[Dataset items]
────────────────

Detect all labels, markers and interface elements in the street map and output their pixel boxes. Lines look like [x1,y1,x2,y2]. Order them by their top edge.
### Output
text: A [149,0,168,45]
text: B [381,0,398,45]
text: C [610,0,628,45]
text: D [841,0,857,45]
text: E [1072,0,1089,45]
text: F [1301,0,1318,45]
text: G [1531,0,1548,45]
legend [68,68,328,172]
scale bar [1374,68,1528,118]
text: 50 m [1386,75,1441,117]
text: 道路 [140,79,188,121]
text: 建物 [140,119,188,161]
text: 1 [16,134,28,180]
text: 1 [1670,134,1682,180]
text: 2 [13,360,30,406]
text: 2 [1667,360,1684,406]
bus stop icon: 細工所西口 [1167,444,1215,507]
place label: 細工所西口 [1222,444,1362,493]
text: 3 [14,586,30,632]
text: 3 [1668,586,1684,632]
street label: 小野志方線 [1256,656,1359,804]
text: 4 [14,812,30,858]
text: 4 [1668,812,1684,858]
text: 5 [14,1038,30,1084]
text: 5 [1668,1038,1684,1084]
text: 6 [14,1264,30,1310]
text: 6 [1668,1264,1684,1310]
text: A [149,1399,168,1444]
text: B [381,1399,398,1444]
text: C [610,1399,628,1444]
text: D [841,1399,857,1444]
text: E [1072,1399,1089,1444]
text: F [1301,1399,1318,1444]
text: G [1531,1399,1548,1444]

────────────────

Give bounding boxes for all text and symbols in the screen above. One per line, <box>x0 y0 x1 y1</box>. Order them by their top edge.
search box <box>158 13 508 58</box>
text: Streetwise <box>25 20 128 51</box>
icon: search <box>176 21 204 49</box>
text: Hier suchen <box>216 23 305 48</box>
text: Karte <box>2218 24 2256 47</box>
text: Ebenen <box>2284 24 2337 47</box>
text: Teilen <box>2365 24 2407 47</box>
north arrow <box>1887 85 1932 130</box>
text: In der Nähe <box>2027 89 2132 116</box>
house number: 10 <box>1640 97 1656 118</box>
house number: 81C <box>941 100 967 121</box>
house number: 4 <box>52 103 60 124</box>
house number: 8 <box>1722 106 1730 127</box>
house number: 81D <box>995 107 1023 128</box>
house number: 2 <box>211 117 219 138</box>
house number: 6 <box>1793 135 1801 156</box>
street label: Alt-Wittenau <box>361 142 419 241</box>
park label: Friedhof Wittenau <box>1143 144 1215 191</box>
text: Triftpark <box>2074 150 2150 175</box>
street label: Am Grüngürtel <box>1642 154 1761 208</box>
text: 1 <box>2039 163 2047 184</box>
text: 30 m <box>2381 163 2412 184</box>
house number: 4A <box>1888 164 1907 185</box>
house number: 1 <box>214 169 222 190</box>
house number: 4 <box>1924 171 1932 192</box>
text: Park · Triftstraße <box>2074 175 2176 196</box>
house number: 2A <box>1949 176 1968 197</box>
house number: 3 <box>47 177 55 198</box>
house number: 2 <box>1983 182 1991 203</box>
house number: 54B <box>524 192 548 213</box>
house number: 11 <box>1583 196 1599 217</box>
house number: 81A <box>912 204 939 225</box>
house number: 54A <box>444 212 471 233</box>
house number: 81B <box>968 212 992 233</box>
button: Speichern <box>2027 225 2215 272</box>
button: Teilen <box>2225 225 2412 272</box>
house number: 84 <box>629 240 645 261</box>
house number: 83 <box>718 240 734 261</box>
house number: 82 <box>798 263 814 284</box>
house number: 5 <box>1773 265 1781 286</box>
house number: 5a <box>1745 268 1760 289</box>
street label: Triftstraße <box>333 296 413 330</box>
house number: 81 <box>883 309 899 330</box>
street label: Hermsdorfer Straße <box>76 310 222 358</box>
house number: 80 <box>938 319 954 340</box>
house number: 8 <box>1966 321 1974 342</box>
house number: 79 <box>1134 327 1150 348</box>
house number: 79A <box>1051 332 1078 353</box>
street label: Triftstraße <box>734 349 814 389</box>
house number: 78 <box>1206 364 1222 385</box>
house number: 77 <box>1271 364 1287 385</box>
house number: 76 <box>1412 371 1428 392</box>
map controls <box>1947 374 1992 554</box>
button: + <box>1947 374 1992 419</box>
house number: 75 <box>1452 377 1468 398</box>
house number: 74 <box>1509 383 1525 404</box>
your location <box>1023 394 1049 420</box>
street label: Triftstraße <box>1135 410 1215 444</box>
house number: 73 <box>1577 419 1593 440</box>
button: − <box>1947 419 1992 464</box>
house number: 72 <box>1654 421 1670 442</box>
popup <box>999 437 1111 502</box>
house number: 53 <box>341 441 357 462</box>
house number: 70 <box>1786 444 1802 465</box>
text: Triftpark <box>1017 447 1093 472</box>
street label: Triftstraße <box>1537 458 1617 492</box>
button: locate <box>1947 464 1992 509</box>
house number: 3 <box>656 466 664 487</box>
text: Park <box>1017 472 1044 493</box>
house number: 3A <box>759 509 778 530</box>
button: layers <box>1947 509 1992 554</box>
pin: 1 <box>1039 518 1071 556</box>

────────────────

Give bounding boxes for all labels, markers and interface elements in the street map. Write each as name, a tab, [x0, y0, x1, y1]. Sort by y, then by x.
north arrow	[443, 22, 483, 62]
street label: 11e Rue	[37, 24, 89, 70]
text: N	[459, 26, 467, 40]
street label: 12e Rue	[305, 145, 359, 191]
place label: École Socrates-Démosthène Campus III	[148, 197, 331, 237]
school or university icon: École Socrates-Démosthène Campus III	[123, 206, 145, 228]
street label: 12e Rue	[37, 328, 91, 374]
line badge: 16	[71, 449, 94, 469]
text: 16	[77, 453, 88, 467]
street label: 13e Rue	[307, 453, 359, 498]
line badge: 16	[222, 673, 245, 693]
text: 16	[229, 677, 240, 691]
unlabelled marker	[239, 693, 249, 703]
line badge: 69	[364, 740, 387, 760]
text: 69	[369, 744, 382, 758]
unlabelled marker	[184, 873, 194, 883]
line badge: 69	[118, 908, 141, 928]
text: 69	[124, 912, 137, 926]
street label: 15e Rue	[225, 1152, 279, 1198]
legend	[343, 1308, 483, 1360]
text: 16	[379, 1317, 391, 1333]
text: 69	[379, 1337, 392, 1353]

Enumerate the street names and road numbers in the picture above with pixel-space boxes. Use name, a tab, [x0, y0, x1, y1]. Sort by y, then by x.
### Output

────────────────

## [INSTRUCTIONS TO FOLLOW]
If a line above holds the word "pixel", copy it.

## [RESULT BELOW]
Detect all labels, markers and interface elements in the street map and output their pixel boxes. Lines look like [x1,y1,x2,y2]. Order them by their top edge.
Enumerate the street names and road numbers in the picture above with pixel-space boxes. Use name, a tab, [x0, y0, x1, y1]. Sort by y, then by x.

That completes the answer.